2009-03-13 Thread Mark Weaver


Andreas Ericsson wrote:
 Martyn wrote:
   
 How do I add the windows credentials.

 check_nt -H 192.168.1.1 -p 1248 -v INSTANCES -l Process

 If I run the above it will give me a refused connection, where in the above
 line would I add the username and password of the Windows box I want to
 connect to?

 

 You're holding a hammer and want someone to explain to you how to use it
 as a car. It can't be done with check_nt, but there are other programs out
 there that can ask questions over WMI, and you already know of some of
 them. Google should hold plenty of other resources if installing nsclient,
 NCNet or nsclient++ is not an option for you, although some programming
 may be necessary on your part.

   
*warning: post contains rant*

Andreas, you're making my head hurt! ;) I've been using (learning) 
Nagios now for about a week now and haven't encountered anything with 
such a vertical learning curve like this since I started learning Linux 
in 1996. Climbing this learning curve causes massive frustration, but 
once success happens there's a huge release of satisfaction and 
self-accomplishment. I personally am enjoying the trip and experience.

Yesterday, after feeling comfortable getting Nagios to talk to servers 
on my local network for checking the obvious services running on them - 
linux and windows servers - like IIS, Apache, SMTP and the like I 
started working on getting my workstation to talk to the Nagios server 
via the NSClient++ package. This is going to be yet another challenge 
and one I fully accept.

Let me tell you, for me the harder something is the more tenacious I 
become and refuse to let go until I master it. That being said the 
documentation which comes with Nagios seriously sucks until you begin to 
get on to the Nagios way of doing things. Over the last week I have 
googled more than I have in the last 5 years getting my test-bed nagios 
system going. I have literally googled my brains out. At the moment I'm 
somewhat at a loss to know whether I've worked harder googling for 
information or actually getting to know the Nagios way and making things 
work! I'm leaning towards Googling...

So for you to curtly suggest that all can easily be found googling as an 
answer to this question is, well... just too easy. Either you don't 
actually know or you don't feel like telling. I totally understand 
though because I suspect you yourself have worked very hard getting to 
know and work with Nagios and have put quite a bit of time into the 
gaining the experience you now possess, but throwing us noobs a bone 
isn't really asking too much is it?

Bone == link to information
slap in one's face == go google it...

Yeah... we can find the stuff we need by googling for it, but wouldn't 
it be nice if the documentation were a lot more robust and contained in 
a wiki somewhere? I have yet to find one for Nagios. In fact most of the 
sites I've found for Nagios waste my time. Which is pretty much what 
suggesting someone google for something does. They're hoping for, at the 
very least a kick in the ass in the right direction but get sent back to 
the place of frustration - Google! The trick to googling is knowing the 
right question to ask and after you've been spending hours trying to 
suss out something that is vexing one's soul that becomes an exercise in 
futility. (I'm ranting, but I don't mean it in an accusatory tone.)

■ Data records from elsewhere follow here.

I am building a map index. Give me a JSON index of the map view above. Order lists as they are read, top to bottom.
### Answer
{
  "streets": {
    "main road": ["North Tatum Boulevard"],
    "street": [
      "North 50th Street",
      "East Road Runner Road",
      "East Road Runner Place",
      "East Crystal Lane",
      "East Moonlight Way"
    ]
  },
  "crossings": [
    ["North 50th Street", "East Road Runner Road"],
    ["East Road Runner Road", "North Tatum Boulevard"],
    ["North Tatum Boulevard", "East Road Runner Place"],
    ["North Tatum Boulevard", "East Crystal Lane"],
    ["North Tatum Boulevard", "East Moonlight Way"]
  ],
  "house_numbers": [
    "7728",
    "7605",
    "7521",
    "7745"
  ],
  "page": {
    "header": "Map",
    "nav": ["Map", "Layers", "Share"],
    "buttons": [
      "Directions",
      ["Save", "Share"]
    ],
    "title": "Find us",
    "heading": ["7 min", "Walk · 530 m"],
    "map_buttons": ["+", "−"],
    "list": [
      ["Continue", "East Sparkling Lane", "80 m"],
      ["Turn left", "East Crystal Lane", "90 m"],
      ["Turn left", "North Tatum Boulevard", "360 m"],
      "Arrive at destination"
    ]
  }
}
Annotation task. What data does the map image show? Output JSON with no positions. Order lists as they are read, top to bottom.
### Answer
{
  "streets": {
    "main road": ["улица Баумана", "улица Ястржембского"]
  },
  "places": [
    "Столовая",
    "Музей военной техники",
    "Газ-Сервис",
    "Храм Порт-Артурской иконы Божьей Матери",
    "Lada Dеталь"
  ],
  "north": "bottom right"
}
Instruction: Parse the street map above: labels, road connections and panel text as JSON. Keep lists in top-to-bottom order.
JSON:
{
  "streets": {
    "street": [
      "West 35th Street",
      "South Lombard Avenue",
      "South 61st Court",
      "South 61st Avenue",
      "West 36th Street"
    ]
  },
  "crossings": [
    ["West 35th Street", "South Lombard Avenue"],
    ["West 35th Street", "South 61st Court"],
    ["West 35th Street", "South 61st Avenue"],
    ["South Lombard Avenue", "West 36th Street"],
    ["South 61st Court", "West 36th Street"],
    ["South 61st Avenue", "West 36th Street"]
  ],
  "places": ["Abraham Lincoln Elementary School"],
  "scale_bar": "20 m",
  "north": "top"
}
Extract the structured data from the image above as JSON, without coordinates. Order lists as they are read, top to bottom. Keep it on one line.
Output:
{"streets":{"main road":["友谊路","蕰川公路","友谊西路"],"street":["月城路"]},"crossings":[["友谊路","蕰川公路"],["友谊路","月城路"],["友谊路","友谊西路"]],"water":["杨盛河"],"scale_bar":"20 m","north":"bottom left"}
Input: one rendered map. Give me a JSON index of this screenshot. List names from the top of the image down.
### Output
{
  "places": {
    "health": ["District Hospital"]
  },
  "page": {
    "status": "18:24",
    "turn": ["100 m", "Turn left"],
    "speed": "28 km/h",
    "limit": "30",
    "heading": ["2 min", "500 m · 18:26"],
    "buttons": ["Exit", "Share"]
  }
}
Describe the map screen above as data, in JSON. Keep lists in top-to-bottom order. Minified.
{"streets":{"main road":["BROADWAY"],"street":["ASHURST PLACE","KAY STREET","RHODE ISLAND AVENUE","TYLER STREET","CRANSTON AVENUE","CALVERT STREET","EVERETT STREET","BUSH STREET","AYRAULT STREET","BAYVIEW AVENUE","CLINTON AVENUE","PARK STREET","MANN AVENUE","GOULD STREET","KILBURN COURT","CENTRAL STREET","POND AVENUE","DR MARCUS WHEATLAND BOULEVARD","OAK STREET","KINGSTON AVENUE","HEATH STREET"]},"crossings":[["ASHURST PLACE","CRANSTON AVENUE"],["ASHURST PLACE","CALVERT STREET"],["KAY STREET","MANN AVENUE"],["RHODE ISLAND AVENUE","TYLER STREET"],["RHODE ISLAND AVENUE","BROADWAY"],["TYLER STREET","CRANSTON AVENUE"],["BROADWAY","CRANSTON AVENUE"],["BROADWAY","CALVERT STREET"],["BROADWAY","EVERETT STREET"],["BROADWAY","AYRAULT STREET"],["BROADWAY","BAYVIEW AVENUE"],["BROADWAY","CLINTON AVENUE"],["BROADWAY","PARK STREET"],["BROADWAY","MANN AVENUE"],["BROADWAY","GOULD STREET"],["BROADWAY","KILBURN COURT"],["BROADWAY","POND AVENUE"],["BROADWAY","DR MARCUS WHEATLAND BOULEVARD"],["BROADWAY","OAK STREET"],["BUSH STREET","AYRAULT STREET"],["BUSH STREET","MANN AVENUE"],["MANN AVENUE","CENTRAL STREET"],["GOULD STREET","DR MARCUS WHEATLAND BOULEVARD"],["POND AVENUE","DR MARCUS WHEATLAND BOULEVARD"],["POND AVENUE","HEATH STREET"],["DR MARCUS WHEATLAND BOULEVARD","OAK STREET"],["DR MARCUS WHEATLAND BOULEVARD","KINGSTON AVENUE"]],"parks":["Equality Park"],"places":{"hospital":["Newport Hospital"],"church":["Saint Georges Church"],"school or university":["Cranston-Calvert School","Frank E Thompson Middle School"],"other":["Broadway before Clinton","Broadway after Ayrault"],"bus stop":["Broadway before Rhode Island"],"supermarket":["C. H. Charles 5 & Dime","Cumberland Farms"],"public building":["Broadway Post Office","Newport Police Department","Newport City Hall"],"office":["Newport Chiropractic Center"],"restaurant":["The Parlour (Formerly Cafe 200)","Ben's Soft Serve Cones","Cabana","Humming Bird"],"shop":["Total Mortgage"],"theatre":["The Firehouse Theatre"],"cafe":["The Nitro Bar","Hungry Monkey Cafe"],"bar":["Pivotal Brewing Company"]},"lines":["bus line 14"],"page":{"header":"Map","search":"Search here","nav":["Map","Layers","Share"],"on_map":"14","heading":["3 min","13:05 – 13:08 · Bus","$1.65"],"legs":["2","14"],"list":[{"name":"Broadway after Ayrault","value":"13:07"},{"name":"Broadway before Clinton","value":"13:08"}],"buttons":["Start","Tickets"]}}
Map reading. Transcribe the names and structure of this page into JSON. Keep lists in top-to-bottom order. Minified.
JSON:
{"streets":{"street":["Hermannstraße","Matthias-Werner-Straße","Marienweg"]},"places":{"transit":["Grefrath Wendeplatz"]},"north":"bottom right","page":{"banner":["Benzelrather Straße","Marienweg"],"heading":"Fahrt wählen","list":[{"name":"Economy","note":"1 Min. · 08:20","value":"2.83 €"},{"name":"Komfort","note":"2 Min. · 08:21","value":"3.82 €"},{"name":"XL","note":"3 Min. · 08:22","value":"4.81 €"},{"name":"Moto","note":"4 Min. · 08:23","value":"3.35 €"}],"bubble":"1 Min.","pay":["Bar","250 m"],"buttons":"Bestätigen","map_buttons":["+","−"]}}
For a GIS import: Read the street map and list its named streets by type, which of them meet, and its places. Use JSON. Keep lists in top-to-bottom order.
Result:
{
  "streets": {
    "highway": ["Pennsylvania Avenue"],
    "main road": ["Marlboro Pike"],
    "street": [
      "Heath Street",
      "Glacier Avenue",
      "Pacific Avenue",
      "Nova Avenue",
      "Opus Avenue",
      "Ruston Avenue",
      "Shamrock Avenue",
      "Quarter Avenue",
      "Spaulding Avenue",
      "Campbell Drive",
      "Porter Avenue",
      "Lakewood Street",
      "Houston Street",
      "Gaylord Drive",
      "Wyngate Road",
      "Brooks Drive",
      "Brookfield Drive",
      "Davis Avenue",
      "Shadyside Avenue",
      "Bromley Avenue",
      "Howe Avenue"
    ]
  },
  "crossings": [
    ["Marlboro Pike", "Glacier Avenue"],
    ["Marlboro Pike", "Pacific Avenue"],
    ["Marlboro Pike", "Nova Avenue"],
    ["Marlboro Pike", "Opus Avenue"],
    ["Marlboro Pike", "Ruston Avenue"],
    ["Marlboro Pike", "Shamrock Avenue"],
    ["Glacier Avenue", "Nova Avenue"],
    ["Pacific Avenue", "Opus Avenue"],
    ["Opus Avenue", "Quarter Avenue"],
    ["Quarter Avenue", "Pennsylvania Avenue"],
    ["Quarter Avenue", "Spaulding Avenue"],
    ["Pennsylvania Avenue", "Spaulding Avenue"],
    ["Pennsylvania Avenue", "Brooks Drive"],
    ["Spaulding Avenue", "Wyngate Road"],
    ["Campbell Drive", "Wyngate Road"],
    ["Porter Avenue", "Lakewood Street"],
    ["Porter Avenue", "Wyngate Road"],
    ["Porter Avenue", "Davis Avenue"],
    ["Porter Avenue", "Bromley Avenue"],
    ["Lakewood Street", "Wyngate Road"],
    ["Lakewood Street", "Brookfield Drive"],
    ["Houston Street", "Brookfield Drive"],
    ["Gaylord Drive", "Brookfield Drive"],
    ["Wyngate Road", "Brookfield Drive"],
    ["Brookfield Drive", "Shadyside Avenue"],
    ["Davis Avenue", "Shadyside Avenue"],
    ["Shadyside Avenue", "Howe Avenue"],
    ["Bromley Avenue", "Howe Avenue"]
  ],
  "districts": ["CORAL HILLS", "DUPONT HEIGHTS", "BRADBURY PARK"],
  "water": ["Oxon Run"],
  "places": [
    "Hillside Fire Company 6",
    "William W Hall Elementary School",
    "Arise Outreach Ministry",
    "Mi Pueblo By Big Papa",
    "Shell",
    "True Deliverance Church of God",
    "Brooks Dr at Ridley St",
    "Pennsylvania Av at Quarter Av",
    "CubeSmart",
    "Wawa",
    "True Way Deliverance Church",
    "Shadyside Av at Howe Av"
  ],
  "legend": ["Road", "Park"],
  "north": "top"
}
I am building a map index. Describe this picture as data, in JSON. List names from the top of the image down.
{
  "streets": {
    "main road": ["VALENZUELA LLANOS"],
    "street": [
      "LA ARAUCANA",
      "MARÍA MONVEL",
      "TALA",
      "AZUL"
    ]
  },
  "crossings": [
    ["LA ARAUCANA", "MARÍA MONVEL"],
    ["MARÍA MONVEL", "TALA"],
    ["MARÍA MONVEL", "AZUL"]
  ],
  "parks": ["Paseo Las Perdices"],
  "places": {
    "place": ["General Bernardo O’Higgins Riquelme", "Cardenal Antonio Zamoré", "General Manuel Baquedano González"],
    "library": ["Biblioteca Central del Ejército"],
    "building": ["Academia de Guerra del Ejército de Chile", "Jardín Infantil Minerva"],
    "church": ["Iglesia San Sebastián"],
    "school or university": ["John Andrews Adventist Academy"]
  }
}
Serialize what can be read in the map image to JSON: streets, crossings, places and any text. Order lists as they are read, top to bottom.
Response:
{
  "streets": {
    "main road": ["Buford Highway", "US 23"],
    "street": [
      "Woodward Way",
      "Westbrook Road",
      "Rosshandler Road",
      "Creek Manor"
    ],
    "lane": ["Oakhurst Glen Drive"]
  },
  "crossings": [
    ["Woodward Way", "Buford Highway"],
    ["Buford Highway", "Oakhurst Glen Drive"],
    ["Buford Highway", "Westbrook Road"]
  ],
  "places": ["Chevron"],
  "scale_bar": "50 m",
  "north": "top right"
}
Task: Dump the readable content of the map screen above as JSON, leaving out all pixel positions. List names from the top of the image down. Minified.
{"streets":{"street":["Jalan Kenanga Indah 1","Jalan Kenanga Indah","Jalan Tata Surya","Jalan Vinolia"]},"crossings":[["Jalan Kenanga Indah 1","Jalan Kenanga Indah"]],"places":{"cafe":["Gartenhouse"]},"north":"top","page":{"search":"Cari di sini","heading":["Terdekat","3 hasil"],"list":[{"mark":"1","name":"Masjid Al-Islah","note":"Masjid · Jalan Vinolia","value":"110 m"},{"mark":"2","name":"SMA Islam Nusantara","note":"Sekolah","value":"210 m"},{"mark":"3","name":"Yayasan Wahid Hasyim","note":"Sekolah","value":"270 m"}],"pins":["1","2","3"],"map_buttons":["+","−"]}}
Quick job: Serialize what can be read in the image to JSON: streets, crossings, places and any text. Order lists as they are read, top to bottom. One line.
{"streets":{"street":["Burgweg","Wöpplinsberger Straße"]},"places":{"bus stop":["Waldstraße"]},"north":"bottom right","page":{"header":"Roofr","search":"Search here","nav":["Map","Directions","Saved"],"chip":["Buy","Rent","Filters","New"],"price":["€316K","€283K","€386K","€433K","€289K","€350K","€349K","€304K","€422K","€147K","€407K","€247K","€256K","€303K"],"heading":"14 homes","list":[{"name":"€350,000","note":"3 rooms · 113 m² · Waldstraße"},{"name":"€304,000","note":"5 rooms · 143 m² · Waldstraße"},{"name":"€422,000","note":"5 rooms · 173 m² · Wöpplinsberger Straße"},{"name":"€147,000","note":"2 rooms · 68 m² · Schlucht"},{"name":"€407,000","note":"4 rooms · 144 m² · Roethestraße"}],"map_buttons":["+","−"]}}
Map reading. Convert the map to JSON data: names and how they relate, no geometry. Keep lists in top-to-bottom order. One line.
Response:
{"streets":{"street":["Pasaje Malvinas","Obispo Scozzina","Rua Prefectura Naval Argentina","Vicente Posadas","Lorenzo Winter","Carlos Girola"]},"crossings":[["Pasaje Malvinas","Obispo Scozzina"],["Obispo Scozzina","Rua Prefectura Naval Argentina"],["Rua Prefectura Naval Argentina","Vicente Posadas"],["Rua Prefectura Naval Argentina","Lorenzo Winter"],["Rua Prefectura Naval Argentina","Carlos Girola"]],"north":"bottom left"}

As I said, I do understand that you and others have invested a great 
deal of time and effort into learning Nagios and how to work it, but if 
you don't want to share whats locked away in your brains then why even 
respond to the post?

If I've offended I do apologize, but as an experience network admin and 
a Nagios noob I know the value of my time and yours and others searching 
for the information that would hopfully unlock the doors currently 
barring them from reaching the next milestone or goal. I appreciated 
your metaphore of a hammer and a car; the fact that it can't be done 
with check_nt was informative, but then you lost me when you said just 
google it.

Google What for pete's sake? (after a long day of wrestling with the 
beast that could mean google for anything ranging from the best recipe 
for blueberry pancakes to the ingredient to a fusion device!)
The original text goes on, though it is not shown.